▸ Work to be completed
The entries below need to be transcribed exactly, without their images.

▸ Listed entries
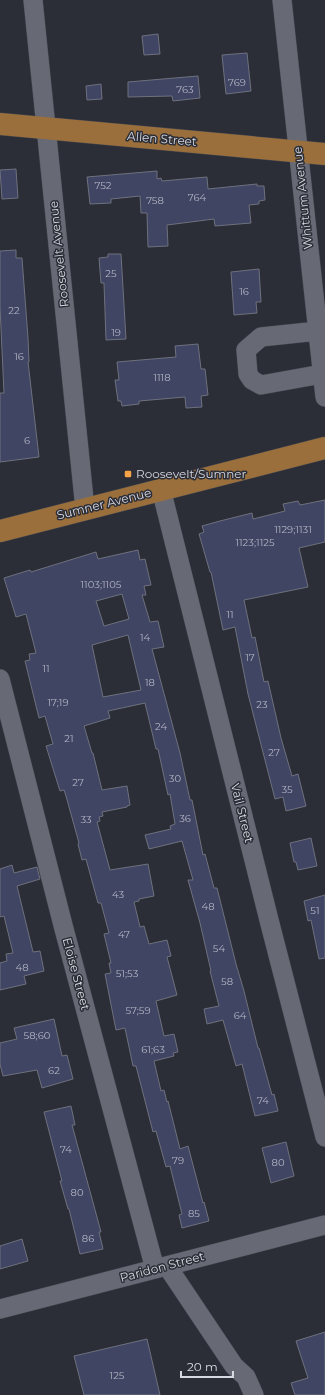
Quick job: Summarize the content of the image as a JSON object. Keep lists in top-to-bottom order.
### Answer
{
  "streets": {
    "main road": ["Allen Street", "Sumner Avenue"],
    "street": [
      "Whittum Avenue",
      "Roosevelt Avenue",
      "Vail Street",
      "Eloise Street",
      "Paridon Street"
    ]
  },
  "crossings": [
    ["Allen Street", "Whittum Avenue"],
    ["Allen Street", "Roosevelt Avenue"],
    ["Roosevelt Avenue", "Sumner Avenue"],
    ["Sumner Avenue", "Vail Street"],
    ["Eloise Street", "Paridon Street"]
  ],
  "places": {
    "transit": ["Roosevelt/Sumner"]
  },
  "house_numbers": [
    "769",
    "763",
    "752",
    "764",
    "758",
    "25",
    "16",
    "22",
    "19",
    "16",
    "1118",
    "6",
    "1129;1131",
    "1123;1125",
    "1103;1105",
    "11",
    "14",
    "17",
    "11",
    "18",
    "17;19",
    "23",
    "24",
    "21",
    "27",
    "30",
    "27",
    "35",
    "36",
    "33",
    "43",
    "48",
    "51",
    "47",
    "54",
    "48",
    "51;53",
    "58",
    "57;59",
    "64",
    "58;60",
    "61;63",
    "62",
    "74",
    "74",
    "79",
    "80",
    "80",
    "85",
    "86",
    "125"
  ],
  "scale_bar": "20 m"
}
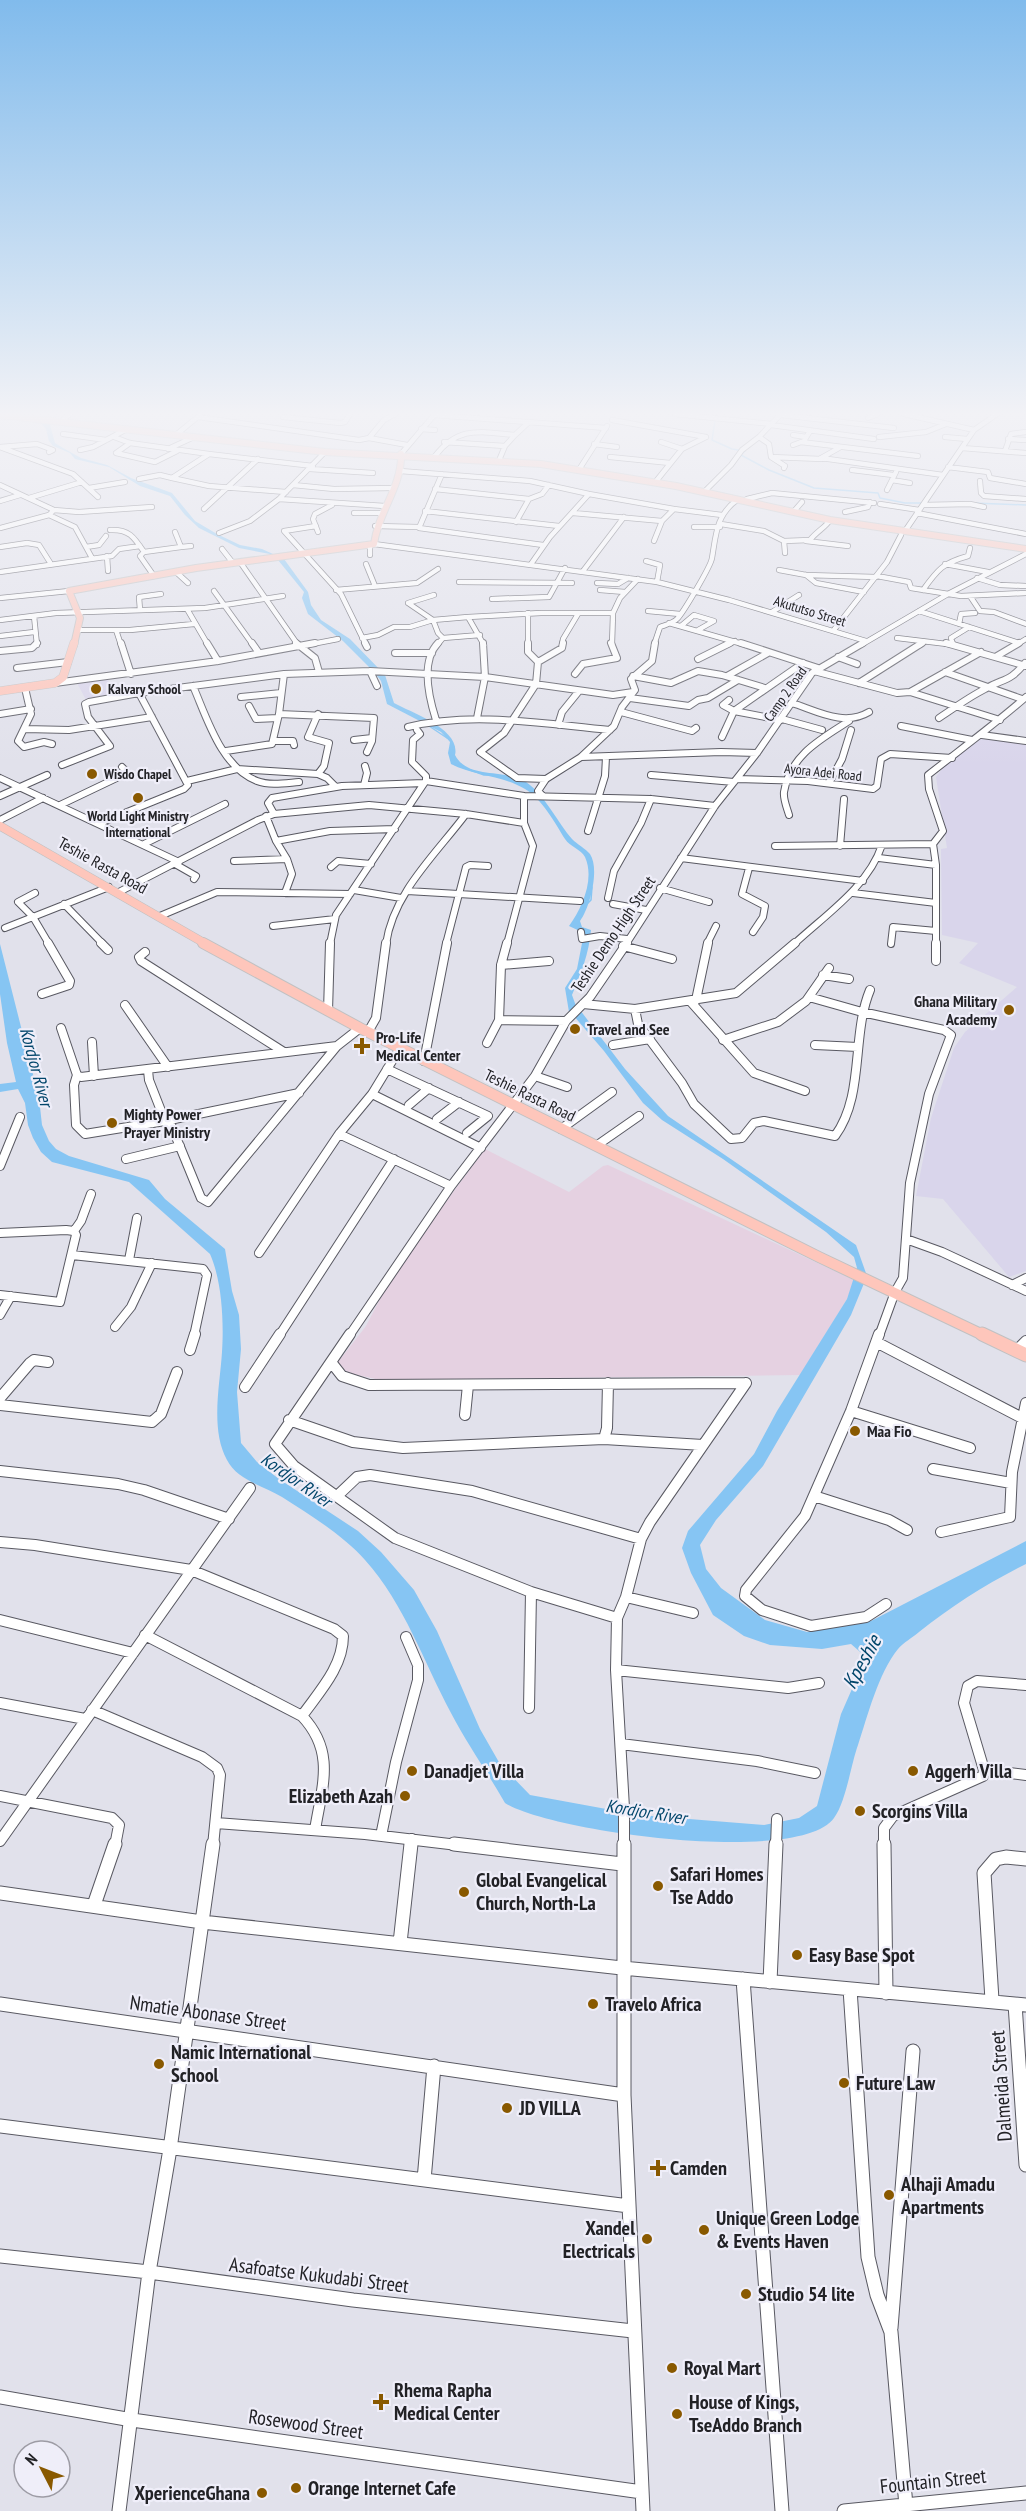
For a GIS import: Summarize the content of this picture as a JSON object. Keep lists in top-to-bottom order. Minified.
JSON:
{"streets":{"main road":["Akututso Street","Teshie Rasta Road"],"street":["Camp 2 Road","Ayora Adei Road","Teshie Demo High Street","Nmatie Abonase Street","Dalmeida Street","Asafoatse Kukudabi Street","Rosewood Street","Fountain Street"]},"crossings":[["Akututso Street","Camp 2 Road"],["Camp 2 Road","Ayora Adei Road"],["Camp 2 Road","Teshie Demo High Street"],["Ayora Adei Road","Teshie Demo High Street"],["Teshie Rasta Road","Teshie Demo High Street"]],"water":["Kordjor River","Kpeshie"],"places":{"other":["Kalvary School","Wisdo Chapel","World Light Ministry International","Ghana Military Academy","Travel and See","Mighty Power Prayer Ministry","Maa Fio","Danadjet Villa","Aggerh Villa","Elizabeth Azah","Scorgins Villa","Safari Homes Tse Addo","Global Evangelical Church, North-La","Easy Base Spot","Travelo Africa","Namic International School","Future Law","JD VILLA","Alhaji Amadu Apartments","Unique Green Lodge & Events Haven","Xandel Electricals","Studio 54 lite","Royal Mart","House of Kings, TseAddo Branch","Orange Internet Cafe","XperienceGhana"],"health":["Pro-Life Medical Center","Camden","Rhema Rapha Medical Center"]},"north":"top left"}
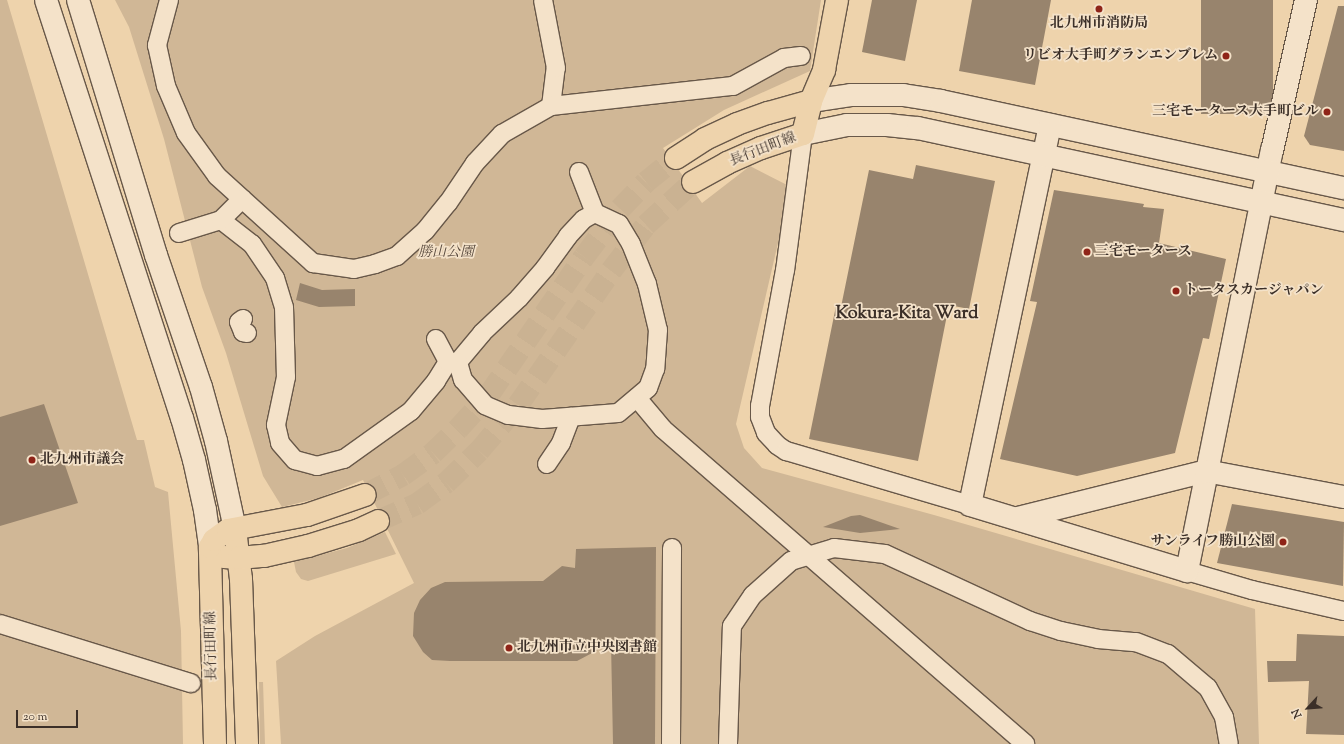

▸ Written solution
Quick job: Summarize the content of the image as a JSON object. Keep lists in top-to-bottom order.
### Answer
{
  "streets": {
    "main road": ["Allen Street", "Sumner Avenue"],
    "street": [
      "Whittum Avenue",
      "Roosevelt Avenue",
      "Vail Street",
      "Eloise Street",
      "Paridon Street"
    ]
  },
  "crossings": [
    ["Allen Street", "Whittum Avenue"],
    ["Allen Street", "Roosevelt Avenue"],
    ["Roosevelt Avenue", "Sumner Avenue"],
    ["Sumner Avenue", "Vail Street"],
    ["Eloise Street", "Paridon Street"]
  ],
  "places": {
    "transit": ["Roosevelt/Sumner"]
  },
  "house_numbers": [
    "769",
    "763",
    "752",
    "764",
    "758",
    "25",
    "16",
    "22",
    "19",
    "16",
    "1118",
    "6",
    "1129;1131",
    "1123;1125",
    "1103;1105",
    "11",
    "14",
    "17",
    "11",
    "18",
    "17;19",
    "23",
    "24",
    "21",
    "27",
    "30",
    "27",
    "35",
    "36",
    "33",
    "43",
    "48",
    "51",
    "47",
    "54",
    "48",
    "51;53",
    "58",
    "57;59",
    "64",
    "58;60",
    "61;63",
    "62",
    "74",
    "74",
    "79",
    "80",
    "80",
    "85",
    "86",
    "125"
  ],
  "scale_bar": "20 m"
}
For a GIS import: Summarize the content of this picture as a JSON object. Keep lists in top-to-bottom order. Minified.
JSON:
{"streets":{"main road":["Akututso Street","Teshie Rasta Road"],"street":["Camp 2 Road","Ayora Adei Road","Teshie Demo High Street","Nmatie Abonase Street","Dalmeida Street","Asafoatse Kukudabi Street","Rosewood Street","Fountain Street"]},"crossings":[["Akututso Street","Camp 2 Road"],["Camp 2 Road","Ayora Adei Road"],["Camp 2 Road","Teshie Demo High Street"],["Ayora Adei Road","Teshie Demo High Street"],["Teshie Rasta Road","Teshie Demo High Street"]],"water":["Kordjor River","Kpeshie"],"places":{"other":["Kalvary School","Wisdo Chapel","World Light Ministry International","Ghana Military Academy","Travel and See","Mighty Power Prayer Ministry","Maa Fio","Danadjet Villa","Aggerh Villa","Elizabeth Azah","Scorgins Villa","Safari Homes Tse Addo","Global Evangelical Church, North-La","Easy Base Spot","Travelo Africa","Namic International School","Future Law","JD VILLA","Alhaji Amadu Apartments","Unique Green Lodge & Events Haven","Xandel Electricals","Studio 54 lite","Royal Mart","House of Kings, TseAddo Branch","Orange Internet Cafe","XperienceGhana"],"health":["Pro-Life Medical Center","Camden","Rhema Rapha Medical Center"]},"north":"top left"}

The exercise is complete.